ABOUT THIS EXERCISE:
Scan the records below for lines with the word "fillText", then state how many you find and nothing else.

(Saved data entries)
--- START ---

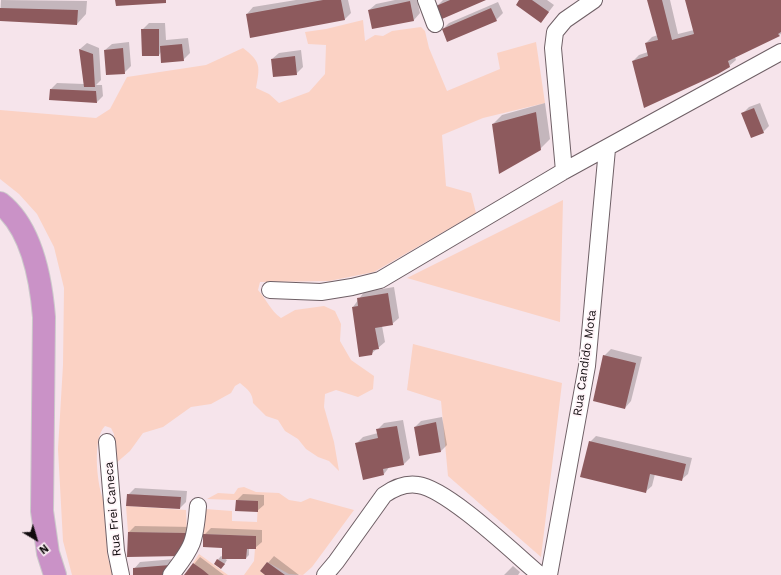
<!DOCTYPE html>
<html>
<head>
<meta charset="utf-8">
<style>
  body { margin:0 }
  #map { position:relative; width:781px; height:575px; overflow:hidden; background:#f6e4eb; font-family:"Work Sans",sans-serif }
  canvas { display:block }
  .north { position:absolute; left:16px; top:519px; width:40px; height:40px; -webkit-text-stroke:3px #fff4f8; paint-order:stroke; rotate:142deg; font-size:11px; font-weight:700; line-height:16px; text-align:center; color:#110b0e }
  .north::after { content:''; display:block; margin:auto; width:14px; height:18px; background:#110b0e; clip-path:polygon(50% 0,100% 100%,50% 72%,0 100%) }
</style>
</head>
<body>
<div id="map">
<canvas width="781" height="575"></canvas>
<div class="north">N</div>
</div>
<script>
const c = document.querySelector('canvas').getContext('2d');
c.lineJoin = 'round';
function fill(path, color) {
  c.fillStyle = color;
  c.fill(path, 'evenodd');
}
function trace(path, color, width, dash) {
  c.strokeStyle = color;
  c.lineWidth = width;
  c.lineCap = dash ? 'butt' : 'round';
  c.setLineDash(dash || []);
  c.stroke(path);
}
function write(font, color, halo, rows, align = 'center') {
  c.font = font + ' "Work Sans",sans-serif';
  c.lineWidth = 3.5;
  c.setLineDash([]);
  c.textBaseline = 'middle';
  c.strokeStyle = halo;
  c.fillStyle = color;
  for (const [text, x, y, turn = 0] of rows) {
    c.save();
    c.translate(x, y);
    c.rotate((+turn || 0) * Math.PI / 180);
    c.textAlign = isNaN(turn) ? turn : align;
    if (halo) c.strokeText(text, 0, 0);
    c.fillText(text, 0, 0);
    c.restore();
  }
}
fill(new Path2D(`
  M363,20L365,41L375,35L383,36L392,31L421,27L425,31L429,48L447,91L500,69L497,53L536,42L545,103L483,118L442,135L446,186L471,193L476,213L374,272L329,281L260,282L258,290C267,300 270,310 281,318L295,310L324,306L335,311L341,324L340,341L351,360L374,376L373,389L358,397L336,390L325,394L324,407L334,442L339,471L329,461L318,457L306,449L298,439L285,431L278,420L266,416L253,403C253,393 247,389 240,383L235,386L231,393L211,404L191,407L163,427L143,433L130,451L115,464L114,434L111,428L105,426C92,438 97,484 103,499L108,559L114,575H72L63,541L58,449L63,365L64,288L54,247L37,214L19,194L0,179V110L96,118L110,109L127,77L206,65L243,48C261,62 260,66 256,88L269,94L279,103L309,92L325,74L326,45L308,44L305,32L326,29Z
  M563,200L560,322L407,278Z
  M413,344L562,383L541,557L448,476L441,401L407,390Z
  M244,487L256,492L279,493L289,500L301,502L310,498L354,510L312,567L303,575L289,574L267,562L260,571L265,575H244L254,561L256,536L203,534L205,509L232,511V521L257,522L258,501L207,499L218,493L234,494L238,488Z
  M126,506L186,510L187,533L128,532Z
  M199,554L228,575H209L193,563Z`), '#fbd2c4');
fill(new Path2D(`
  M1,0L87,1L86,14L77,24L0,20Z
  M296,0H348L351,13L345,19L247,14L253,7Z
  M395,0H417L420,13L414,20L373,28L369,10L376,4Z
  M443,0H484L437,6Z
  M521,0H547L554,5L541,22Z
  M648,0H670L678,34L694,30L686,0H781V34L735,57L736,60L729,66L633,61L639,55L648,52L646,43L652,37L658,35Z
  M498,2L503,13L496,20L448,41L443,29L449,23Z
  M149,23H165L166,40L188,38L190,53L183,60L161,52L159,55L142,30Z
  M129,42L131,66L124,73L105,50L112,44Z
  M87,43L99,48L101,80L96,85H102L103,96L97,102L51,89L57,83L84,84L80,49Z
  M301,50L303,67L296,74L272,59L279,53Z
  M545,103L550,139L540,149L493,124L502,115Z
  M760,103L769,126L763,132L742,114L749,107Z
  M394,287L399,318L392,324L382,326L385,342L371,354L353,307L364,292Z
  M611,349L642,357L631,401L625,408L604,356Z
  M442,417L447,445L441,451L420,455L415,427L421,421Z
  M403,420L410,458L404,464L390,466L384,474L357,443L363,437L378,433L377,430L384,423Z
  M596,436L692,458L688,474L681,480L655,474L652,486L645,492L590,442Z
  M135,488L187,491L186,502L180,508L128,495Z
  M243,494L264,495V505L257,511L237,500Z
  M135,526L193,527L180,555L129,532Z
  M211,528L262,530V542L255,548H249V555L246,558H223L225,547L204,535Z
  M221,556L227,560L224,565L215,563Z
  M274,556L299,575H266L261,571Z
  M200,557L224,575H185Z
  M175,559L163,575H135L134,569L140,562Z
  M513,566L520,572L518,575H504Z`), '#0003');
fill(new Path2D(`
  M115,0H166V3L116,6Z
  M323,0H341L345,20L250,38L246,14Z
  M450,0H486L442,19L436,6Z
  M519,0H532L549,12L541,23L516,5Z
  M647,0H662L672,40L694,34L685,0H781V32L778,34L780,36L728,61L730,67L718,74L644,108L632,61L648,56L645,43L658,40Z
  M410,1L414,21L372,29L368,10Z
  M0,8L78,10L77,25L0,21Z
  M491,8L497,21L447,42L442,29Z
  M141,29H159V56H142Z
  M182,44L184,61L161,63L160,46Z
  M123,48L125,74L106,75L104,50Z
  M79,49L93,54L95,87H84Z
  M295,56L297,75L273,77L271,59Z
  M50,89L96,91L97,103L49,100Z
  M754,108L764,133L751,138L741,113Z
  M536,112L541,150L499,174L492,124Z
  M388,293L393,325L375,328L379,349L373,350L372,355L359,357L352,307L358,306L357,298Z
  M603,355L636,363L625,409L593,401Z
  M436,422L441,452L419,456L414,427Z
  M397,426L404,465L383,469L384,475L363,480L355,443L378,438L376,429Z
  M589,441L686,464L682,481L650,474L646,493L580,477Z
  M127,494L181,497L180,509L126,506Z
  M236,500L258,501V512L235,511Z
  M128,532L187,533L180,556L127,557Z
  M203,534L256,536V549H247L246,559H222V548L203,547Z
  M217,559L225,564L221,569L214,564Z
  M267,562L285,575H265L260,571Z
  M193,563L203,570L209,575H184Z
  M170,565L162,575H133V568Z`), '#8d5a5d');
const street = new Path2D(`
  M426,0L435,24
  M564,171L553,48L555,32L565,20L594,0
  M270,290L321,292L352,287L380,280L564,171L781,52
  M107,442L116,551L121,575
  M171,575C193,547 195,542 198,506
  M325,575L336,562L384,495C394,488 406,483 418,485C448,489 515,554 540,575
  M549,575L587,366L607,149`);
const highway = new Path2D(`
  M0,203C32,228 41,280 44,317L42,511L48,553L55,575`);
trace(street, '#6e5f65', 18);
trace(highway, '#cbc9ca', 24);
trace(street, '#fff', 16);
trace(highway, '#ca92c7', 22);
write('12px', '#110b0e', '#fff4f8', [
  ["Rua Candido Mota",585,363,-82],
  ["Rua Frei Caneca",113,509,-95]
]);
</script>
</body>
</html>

--- END ---
--- START ---

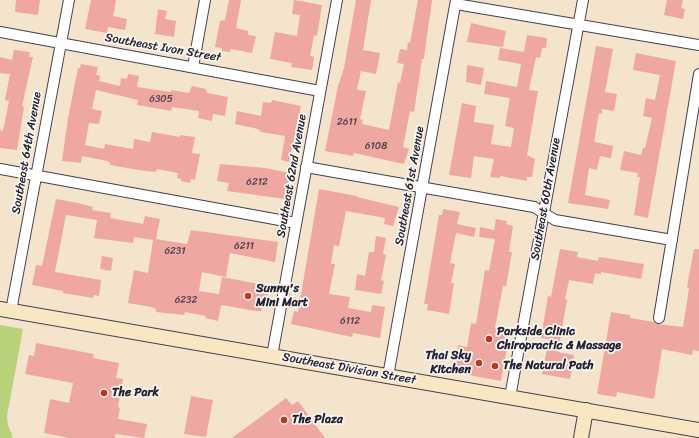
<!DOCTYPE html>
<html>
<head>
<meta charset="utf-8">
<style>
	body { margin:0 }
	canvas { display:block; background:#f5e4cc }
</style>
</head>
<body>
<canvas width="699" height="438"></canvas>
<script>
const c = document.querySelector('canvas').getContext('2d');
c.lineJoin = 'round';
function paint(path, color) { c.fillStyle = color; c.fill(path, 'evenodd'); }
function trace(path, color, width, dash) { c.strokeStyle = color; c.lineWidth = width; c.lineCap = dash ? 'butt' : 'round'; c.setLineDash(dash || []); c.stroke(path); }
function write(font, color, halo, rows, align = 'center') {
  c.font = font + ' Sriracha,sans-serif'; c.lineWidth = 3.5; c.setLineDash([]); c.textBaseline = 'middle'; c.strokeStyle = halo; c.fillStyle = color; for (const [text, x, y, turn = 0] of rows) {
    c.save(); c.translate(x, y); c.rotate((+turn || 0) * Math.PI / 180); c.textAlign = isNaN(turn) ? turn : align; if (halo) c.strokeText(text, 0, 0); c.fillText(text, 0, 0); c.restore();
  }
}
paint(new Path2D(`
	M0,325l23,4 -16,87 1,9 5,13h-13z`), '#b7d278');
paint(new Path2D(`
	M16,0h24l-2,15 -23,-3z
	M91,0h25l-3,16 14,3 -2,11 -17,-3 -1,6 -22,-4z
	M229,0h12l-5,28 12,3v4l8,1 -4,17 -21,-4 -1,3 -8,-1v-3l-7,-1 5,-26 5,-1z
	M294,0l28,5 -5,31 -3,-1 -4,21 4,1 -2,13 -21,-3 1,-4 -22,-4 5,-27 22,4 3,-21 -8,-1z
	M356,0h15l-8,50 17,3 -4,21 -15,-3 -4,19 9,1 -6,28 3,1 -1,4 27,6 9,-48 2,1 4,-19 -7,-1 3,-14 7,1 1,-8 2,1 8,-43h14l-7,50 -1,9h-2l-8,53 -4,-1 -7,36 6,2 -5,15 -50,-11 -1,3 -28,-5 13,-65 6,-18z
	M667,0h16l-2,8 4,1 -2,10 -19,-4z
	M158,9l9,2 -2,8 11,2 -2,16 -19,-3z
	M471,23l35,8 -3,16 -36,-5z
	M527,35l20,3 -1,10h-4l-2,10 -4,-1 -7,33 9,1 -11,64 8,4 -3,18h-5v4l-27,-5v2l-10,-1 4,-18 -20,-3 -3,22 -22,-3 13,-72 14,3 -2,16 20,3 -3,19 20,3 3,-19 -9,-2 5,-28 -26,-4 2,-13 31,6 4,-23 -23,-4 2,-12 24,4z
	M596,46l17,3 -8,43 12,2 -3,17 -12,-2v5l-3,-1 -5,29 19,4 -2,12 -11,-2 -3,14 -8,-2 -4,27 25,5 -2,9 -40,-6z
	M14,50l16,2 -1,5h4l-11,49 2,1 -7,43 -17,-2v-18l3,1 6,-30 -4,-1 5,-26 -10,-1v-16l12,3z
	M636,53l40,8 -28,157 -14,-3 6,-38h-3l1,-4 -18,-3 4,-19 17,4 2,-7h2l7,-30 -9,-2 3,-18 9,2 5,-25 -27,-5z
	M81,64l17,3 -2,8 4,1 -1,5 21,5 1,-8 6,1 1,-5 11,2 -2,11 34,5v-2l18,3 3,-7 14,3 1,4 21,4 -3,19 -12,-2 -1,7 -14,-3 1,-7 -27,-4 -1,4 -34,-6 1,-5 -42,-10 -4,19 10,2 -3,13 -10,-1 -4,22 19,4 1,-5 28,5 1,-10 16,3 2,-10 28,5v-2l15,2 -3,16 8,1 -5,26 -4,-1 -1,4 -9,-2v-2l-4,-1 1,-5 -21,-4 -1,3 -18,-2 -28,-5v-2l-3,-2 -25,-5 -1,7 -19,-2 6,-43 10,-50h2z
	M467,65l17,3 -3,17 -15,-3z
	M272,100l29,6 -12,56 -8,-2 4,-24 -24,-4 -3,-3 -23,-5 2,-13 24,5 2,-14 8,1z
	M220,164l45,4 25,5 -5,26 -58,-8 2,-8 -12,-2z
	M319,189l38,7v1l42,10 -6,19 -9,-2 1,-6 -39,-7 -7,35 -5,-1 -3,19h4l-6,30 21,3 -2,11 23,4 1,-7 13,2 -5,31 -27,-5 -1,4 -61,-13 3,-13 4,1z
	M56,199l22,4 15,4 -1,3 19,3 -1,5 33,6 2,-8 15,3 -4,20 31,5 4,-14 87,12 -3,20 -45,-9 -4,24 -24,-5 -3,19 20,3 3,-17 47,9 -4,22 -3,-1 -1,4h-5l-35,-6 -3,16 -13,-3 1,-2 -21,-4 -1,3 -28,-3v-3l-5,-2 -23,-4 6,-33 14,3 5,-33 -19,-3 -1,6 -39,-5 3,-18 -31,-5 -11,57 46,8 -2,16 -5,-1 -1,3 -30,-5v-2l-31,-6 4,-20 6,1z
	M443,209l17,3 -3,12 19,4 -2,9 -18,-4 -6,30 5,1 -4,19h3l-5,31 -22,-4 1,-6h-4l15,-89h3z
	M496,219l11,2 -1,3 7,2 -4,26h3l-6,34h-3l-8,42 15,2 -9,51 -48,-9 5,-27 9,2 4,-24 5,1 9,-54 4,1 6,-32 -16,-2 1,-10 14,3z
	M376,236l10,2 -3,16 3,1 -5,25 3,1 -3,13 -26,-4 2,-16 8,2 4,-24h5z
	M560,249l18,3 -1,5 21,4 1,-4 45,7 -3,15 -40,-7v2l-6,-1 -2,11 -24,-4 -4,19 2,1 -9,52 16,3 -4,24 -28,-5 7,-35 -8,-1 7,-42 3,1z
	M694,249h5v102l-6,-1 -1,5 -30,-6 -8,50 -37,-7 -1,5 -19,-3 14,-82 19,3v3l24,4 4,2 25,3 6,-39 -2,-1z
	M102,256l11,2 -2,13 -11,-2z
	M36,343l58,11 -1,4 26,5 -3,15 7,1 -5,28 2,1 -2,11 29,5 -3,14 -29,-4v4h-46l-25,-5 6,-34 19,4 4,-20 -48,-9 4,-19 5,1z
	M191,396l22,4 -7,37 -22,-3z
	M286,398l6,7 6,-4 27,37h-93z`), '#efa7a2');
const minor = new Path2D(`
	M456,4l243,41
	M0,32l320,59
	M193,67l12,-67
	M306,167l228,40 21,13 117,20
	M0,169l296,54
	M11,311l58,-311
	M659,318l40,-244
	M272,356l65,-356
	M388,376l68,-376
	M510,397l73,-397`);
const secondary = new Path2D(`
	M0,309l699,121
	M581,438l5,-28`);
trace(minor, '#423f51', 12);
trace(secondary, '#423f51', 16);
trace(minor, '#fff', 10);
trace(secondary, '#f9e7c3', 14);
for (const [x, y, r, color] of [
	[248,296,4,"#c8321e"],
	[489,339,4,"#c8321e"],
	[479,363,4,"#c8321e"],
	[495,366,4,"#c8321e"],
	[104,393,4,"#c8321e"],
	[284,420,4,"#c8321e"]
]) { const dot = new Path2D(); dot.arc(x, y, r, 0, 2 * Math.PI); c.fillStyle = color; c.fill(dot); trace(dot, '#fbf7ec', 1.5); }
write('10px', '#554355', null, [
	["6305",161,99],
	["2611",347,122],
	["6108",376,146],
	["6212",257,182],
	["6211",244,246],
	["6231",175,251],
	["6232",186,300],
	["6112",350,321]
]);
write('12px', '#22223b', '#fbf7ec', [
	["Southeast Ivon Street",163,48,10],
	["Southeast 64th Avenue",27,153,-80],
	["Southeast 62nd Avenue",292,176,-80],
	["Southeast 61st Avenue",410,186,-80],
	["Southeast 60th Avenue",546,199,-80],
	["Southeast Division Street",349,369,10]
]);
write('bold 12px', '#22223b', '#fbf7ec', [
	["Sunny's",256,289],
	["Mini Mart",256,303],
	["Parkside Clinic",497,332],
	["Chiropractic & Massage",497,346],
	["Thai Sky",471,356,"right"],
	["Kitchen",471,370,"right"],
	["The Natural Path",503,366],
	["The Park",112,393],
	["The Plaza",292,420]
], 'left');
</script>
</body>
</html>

--- END ---

TASK ANSWER:
2